In some cases we could use a template-syntax also on MediaWiki, as a possible wrapper (or workaround) for using the parser function. Some non-MediaWiki projects may also use their own syntax, or use a syntax similar to these two in MediaWiki. It does not matter, I've not said that either syntax "shoudn't" be used.

But the usable syntax must be clear, because the keyword used is significant (it may or may not be case-sensitive: the names of parser functions are not case-sensitive, and may be translated with some known aliases, but in translatable messages, we should always use the untranslated name which should still be usable on non-English wikis; however for MediaWiki template names, there's no English aliases unless they are defined as redirected pages (and to avoid the deletion of these redirects, that may not be used in Wiki pages but only in translatable messages, they should be documented as aliases/synonyms with an internal comment on the redirect page or a categorization saying that it's needed for translatable MediaWiki messages).

The other problem then is the syntax of parameters, the parameter names if they are named, and their order if it is significant; then comes the syntax and sematincs of their value (what is permitted, and the interpretation of values if there are restrictions).

Using the parser function syntax may add more restrictions/limitations than when using the template syntax, which could also applies some transforms or add supplementary features, including supporting aliased values, fallbacks and so on, whilst being written either entirely as a template, or using MediaWiki parser functions, or invoking a function in a Lua module supported by the Scribunto parser function, or a mix of all that).

The resulting syntax used in the translatable message does not mean that the project using that message absolutely be using MediaWiki, but the syntax finally used in the translatable message should be minimalist (with minimal technical tricks, which will also simplify the work performed by the local message validator used in translatewiki.net) so that any implementation may be easy plugged in the project via its own i18n library, or easily convertible to the syntax that will be finally be used in the runtime of the deployed application/project (such conversion would occur when exporting messages from translatewiki.net to the project's repository via its own import tool. And to help translators, the project page in translatewiki.net should have a link to the documentation related to that supported syntax for supporting such "grammar" extension.

Note that if the project uses a template-like syntax, it may be possible to also provide a syntax helper also in translatewiki.net, as long as the template name used is specific enough and related to the project using it. That syntax-helper may effectively render a link on translatewiki.net to that documentation page for that project. And IMHO, if the syntax used is for a non-MediaWiki-based project, the name chosen should include some project-specific prefix (instead of using a blind "GRAMMAR" name to reserve for MediaWiki-based projects; for example it it's a project in Python, Javascript, or C/C++: the MediaWiki syntax for transcluding templates with parameters is flexible enough to be easily supported by many other non-MediaWiki implementations; the syntax with parser functions is less flexible and adds further complexities for massage validation in translatewiki.net: see for example the complexities caused by "PLURAL" syntaxes).

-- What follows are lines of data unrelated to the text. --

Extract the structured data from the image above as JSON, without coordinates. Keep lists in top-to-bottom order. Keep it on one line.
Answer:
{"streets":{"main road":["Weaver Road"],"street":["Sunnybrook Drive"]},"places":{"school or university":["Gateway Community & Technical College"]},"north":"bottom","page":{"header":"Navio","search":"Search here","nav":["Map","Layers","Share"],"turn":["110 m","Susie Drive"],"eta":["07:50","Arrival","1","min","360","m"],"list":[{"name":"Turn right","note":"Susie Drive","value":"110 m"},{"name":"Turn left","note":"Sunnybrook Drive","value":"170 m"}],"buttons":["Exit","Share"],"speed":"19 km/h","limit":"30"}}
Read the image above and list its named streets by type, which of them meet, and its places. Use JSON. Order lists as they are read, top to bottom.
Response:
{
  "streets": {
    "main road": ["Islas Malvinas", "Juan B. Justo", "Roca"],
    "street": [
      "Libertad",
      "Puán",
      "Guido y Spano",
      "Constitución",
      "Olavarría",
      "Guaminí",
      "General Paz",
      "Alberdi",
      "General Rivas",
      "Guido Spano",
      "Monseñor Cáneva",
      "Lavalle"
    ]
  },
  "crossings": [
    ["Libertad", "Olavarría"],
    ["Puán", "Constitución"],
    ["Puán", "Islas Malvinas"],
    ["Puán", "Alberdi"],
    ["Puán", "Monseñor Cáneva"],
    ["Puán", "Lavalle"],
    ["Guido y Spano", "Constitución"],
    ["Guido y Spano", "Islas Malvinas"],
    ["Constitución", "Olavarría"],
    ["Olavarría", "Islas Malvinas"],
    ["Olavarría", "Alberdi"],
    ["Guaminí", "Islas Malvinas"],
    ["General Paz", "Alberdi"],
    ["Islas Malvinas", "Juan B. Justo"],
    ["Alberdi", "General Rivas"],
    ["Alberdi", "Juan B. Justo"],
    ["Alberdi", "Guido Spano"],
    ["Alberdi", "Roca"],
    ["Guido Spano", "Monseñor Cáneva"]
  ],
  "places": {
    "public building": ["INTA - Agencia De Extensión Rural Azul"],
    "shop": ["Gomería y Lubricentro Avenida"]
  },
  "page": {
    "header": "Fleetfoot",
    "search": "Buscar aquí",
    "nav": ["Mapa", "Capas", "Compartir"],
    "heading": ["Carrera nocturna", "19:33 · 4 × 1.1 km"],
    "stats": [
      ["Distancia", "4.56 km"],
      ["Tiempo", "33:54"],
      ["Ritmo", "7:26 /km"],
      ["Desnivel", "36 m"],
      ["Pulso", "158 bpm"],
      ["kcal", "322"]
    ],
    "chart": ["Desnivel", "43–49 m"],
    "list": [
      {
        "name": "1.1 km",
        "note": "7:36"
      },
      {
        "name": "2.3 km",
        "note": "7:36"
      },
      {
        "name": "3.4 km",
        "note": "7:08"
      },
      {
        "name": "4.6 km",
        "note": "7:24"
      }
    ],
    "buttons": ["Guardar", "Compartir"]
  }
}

Verdy p (talk)18:07, 25 December 2022
 

For common nouns in Kurmancî Kurdish, you need to know the gender of the words (masculine or feminine) for the declension. However, other than usernames, gender is not specified.

So if we create it, it will only be useful for usernames.

But I think it is necessary to create a model that tells us if the last word of a word is a vowel or a consonant to solve this kind of problem.

Then by combining the "Gender" template and knowing the last letter of the username, we can even decline it...

And I think it's possible to do it, you just have to find the time to make the request on "Phabricator" :)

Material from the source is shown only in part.